What are Some Key Features of JTAX’s Japan Valuation Services?

JTAX’s valuation services are designed to help clients understand the value of assets in Japan and thereby provide a basis for a transaction moving forward

Common purposes for which clients utilize JTAX’s Japan valuation services include:

a. For commercial reasons as part of an asset purchase or corporate acquisition.

b. In support of litigation including where there is a requirement to value the litigation claim itself.

c. Determining fair values for accounting purposes.

d. Purchase price allocation.

e. To satisfy other statutory requirements.

Our Japan valuation services will help you make decisions with confidence, enhance your results, and help you get ahead of key issues.

What are Some Key Features of JTAX’s Japan Deal Integration Services?

JTAX’s Japan Deal Integration Services are designed to help clients realize value in recently purchased companies or other assets in Japan.

JTAX takes a practical approach to deal integration. We start by getting the basics of the new organization under control as quickly as possible. Free of these fundamental concerns, management is then free to focus on achieving the value proposition that formed the basis of the acquisition.

Next, JTAX works to enhance aspects of the new business, particularly in the areas of financial reporting, tax and HR.

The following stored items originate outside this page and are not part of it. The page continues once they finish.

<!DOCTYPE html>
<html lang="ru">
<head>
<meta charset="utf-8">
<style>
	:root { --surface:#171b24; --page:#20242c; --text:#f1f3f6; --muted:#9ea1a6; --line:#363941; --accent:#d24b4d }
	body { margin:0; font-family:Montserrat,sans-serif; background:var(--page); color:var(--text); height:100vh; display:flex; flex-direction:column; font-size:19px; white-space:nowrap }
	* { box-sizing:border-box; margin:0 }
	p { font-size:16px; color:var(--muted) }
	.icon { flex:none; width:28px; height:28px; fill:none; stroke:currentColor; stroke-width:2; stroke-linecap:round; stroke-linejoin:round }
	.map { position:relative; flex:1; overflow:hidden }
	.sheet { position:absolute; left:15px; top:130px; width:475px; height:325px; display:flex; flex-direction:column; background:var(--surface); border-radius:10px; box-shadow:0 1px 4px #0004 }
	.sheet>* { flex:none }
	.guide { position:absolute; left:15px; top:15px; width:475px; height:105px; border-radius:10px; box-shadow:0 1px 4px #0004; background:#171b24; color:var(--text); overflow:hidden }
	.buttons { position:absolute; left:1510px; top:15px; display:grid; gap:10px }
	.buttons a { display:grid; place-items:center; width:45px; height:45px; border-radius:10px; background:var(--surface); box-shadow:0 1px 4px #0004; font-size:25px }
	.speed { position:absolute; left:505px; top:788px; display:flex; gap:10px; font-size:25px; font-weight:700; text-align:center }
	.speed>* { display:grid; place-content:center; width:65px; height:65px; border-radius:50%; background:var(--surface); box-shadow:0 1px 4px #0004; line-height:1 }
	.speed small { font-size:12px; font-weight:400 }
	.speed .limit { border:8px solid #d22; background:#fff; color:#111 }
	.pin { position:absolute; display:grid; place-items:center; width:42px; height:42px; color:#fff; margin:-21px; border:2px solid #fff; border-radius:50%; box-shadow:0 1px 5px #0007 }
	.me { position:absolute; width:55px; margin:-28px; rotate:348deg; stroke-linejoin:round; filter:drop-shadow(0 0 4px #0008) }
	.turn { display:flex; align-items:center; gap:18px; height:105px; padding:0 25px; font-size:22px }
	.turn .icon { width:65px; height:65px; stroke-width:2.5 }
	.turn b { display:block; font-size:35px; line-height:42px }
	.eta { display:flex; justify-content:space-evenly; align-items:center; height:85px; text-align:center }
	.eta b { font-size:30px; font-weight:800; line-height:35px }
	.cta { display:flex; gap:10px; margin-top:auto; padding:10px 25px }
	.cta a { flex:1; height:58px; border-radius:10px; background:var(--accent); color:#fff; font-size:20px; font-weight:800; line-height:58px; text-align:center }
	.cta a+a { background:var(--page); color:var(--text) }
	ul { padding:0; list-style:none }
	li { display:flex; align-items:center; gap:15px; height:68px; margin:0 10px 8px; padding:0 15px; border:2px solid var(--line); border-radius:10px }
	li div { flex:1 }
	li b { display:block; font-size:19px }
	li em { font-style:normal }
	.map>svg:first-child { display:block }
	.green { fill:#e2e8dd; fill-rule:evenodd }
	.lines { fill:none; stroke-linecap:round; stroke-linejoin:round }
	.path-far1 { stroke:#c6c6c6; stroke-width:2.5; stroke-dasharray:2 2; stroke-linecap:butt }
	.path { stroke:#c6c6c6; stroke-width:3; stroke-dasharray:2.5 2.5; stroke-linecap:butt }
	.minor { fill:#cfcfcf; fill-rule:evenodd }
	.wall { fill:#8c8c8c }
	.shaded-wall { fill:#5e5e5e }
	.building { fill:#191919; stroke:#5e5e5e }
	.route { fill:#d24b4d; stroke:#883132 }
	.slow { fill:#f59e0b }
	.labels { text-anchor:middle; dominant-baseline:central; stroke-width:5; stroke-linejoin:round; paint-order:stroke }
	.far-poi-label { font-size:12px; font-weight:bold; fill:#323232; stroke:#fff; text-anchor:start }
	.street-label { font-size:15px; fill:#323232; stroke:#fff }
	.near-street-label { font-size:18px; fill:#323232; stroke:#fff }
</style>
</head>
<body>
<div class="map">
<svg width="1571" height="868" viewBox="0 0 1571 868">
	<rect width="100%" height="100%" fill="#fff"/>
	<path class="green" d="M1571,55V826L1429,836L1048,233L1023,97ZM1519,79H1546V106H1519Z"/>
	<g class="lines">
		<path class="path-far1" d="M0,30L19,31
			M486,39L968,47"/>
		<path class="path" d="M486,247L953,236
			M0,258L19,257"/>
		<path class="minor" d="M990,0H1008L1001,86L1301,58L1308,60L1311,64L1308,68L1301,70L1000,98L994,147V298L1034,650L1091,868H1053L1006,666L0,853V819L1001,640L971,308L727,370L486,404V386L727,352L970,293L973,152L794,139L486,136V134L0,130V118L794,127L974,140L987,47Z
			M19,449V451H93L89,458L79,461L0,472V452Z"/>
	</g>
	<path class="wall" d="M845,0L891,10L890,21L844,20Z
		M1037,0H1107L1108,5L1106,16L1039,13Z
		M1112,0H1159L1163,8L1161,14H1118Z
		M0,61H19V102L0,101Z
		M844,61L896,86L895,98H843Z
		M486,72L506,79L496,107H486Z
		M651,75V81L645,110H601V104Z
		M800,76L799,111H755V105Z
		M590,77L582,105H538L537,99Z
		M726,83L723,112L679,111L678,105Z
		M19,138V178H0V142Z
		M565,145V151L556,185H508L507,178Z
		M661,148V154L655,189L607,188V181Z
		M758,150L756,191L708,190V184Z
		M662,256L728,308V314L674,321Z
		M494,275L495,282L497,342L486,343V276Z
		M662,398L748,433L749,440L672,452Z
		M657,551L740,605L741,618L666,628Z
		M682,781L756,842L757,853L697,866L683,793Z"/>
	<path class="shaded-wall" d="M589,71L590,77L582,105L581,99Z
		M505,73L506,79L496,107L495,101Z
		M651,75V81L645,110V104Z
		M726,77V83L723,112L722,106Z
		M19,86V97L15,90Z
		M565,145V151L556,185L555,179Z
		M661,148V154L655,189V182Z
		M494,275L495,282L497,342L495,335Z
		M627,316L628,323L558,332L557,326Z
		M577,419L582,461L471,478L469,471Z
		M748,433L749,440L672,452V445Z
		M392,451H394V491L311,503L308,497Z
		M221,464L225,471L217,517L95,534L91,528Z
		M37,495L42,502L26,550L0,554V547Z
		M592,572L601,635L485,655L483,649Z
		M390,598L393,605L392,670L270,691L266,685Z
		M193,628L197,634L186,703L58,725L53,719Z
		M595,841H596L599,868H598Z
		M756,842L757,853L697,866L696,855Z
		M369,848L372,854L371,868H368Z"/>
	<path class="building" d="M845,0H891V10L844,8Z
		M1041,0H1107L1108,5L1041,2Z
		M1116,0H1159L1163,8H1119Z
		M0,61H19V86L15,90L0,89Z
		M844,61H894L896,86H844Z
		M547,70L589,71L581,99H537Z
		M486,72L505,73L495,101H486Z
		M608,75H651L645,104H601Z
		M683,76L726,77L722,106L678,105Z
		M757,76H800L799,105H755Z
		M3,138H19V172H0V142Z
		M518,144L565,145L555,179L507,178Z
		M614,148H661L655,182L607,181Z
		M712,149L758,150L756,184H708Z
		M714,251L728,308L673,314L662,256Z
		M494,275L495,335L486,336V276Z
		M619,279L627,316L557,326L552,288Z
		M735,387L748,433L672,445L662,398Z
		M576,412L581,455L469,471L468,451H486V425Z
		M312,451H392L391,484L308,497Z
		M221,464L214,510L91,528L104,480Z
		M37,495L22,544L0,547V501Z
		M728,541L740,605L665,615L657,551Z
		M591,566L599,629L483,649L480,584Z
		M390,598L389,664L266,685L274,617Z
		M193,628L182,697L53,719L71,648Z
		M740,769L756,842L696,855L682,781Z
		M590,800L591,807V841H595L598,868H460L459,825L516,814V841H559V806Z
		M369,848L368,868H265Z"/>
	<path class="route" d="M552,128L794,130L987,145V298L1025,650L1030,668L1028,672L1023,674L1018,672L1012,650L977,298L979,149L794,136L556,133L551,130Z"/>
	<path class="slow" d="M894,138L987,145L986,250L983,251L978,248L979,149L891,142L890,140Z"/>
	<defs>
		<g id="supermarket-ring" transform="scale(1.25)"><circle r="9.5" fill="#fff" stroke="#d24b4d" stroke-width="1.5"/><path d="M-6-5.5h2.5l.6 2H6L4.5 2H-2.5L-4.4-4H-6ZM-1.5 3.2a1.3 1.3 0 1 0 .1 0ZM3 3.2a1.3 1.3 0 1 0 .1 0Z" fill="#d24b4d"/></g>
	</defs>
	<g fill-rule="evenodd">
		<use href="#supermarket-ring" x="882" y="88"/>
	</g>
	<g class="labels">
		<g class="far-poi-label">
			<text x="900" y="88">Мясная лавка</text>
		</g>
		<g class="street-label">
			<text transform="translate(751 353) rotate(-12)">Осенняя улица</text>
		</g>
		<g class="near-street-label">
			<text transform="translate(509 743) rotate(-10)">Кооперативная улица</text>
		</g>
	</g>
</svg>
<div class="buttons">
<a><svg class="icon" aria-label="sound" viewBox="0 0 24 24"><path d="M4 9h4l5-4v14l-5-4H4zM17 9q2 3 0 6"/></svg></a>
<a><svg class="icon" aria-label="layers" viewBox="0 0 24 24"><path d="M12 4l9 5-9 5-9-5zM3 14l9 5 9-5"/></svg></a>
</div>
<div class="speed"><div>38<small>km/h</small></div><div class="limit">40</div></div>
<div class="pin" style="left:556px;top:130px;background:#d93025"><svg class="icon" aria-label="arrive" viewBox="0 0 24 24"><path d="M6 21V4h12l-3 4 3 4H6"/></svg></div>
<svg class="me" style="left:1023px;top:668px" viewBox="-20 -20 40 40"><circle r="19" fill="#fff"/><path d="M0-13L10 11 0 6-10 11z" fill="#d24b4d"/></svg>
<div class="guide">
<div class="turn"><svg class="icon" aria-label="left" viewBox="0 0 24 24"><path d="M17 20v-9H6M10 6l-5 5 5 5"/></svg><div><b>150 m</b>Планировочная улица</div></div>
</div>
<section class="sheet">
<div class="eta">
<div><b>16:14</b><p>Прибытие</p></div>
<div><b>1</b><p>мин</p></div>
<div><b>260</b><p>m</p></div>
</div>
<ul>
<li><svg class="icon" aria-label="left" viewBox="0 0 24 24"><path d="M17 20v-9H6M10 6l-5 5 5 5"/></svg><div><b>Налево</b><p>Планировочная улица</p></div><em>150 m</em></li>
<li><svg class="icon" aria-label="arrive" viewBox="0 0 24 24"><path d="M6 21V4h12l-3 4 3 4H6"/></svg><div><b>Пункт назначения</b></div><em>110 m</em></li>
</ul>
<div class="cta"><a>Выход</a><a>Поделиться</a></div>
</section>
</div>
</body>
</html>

JTAX’s key deal integration activities include:

a. Interviews with local management: Input from local management ensures that concerns of local management are understood and that important issues are not missed.

b. Entity: An important consideration will be whether to continue the business in the current entity or establish a new entity and transfer the business. For example, a US purchaser may wish to utilize a Godo Kaisha (“GK”) which can be a pass-though / disregarded entity for US tax purposes.

Internal control can be strengthened by way of utilizing an independent Japan Nominee Director.

c. Finance: Our goal is to get basic reporting in place as quickly as possible. Japanese companies often use old, proprietary accounting systems that are in Japanese only. In the short term, reporting can be exported to Excel, translated, and matched to the parent company’s systems. Thereafter, a longer term solution needs to be considered including possibly outsourcing the finance function. The goal is to ensure that foreign management receive adequate and timely reporting from Day 1.

d. Tax: We work to ensure that critical tax compliance activities continue and that foreign management receive adequate information about local Japanese requirements. This can be particularly important in situations where the Japan entity becomes a pass-through for foreign tax purposes. Appropriate inter-company agreements need to be put in place to reflect the Japan entity’s changed circumstances.

e. HR: Appropriate handing of HR issues is key to a successful deal integration. Foreign management needs to understand the basics of local Japanese employees’ concerns – payroll, social insurance, labor insurance, etc. If the acquisition has (statutory) work rules, a review needs to be done to ensure they are up to date and contain no hidden surprises (for example provisions related to unfunded retirement payments.) The integration of performance management and appraisal systems needs to be dealt with.